“Systematic risk is the only risk that remains in the market portfolio.” That’s what one of the answers said that I just did. But I thought the market portfolio was on the CML line, and the CML was based on total risk (systematic + unsystematic). What am I missing here?

The market portfolio contains all risky assets, therefore making it 100% diversified and removing all unsystematic risk.

but the horizontal axis on the CML graph (on which the market portfolio chills out on), is total risk

the show NY Wrote: ------------------------------------------------------- > but the horizontal axis on the CML graph (on which > the market portfolio chills out on), is total risk Yes. But total risk = unsystematic + systematic, unsystematic can simply = 0 at certain points (namely THE market portfolio)
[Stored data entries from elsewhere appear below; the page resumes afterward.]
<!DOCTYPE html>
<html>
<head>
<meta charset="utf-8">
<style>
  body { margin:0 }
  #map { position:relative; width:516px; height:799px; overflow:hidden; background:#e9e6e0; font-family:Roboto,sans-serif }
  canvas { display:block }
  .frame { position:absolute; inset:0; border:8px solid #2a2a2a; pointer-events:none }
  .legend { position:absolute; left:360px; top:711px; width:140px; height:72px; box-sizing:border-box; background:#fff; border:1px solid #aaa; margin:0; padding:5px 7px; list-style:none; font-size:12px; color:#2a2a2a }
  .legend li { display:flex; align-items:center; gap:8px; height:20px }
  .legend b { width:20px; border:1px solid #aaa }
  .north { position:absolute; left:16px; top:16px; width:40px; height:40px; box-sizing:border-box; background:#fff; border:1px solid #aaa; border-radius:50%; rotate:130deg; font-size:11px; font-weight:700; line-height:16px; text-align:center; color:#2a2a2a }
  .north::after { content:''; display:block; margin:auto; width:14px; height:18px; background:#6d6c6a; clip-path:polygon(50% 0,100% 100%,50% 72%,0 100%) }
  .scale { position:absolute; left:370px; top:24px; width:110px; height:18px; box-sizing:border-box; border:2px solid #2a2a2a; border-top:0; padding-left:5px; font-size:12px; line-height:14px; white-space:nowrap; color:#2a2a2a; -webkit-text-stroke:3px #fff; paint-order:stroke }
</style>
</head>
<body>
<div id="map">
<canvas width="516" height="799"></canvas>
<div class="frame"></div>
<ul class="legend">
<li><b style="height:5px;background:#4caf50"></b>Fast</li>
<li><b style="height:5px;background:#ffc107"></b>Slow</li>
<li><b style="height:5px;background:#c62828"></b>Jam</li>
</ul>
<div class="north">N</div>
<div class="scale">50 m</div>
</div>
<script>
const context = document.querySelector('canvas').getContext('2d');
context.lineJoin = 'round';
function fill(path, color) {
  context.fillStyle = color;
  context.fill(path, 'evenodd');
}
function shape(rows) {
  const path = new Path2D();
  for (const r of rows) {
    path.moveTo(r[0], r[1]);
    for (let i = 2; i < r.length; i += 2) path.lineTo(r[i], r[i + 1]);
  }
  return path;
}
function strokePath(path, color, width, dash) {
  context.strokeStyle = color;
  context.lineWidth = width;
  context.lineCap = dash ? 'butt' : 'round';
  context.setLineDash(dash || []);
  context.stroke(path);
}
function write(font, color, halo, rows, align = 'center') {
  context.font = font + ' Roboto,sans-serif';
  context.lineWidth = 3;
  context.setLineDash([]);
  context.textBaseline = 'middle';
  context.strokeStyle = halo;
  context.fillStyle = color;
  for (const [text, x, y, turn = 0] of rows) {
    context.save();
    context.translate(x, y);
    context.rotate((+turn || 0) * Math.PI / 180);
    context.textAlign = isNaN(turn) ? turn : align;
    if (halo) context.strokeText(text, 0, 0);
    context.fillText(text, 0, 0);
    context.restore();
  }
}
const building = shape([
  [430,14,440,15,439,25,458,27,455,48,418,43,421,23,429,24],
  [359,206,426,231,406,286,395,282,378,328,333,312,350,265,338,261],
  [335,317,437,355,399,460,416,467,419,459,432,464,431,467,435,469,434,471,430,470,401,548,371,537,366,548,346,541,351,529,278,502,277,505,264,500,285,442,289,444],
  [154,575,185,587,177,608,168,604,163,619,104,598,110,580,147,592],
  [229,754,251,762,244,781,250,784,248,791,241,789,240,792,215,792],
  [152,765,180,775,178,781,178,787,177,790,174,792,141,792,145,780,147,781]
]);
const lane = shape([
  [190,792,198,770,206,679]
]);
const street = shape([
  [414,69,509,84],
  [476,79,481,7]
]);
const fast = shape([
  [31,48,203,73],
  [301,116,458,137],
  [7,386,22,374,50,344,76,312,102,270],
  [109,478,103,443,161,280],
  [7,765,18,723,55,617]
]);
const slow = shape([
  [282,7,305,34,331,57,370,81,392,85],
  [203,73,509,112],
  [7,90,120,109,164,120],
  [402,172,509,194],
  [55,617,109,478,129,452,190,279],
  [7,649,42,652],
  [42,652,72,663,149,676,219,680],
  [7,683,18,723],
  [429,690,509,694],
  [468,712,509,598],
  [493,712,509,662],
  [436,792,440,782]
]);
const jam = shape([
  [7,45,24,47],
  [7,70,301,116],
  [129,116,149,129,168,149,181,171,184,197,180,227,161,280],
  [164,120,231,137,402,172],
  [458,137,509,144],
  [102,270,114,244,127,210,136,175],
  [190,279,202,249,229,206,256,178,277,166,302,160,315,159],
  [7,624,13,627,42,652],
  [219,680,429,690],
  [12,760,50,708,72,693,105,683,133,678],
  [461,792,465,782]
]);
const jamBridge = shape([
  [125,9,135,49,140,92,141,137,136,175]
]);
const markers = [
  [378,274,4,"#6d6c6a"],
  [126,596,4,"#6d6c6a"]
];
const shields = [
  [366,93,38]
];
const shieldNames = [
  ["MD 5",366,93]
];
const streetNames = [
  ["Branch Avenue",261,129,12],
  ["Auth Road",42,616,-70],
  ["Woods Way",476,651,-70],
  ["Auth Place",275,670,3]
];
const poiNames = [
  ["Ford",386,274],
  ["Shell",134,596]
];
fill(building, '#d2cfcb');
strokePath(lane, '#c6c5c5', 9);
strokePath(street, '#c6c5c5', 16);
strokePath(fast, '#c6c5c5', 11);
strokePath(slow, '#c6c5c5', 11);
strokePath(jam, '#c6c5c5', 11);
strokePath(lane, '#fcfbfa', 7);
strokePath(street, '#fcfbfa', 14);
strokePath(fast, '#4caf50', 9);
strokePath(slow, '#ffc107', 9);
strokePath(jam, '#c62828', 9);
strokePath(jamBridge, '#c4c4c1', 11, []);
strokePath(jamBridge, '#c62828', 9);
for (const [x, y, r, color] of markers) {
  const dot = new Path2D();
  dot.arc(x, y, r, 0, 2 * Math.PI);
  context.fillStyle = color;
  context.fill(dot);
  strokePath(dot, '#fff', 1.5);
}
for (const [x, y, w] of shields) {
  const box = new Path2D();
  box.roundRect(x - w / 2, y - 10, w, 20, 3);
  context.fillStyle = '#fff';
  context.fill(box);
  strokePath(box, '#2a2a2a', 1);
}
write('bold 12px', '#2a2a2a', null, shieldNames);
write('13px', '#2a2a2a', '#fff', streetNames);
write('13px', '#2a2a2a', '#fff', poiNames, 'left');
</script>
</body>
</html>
The chart that the CML is graphed on has SD on the x-axis, and therefore measures total risk. The market portfolio is by definition fully diversified, so non-systematic risk is 0 by definition. However it can still be plotted on the same chart; it just happens that the SD = (systematic risk) + (0 non-systematic risk) But don’t just add SDs, it’s the variances that add up.

I see it this way, correct me if wrong: In the case of the market portfolio (which has zero unsystematic risk) Total Risk = Systematic + Unsystematic Risk. Or, since unsystematic risk is 0, Total Risk = Systematic Risk.

yep, that’s it. The entire CML has zero unsystematic risk, because neither the market portfolio nor the risk free asset has any. All other points on the chart have nonsystematic risk.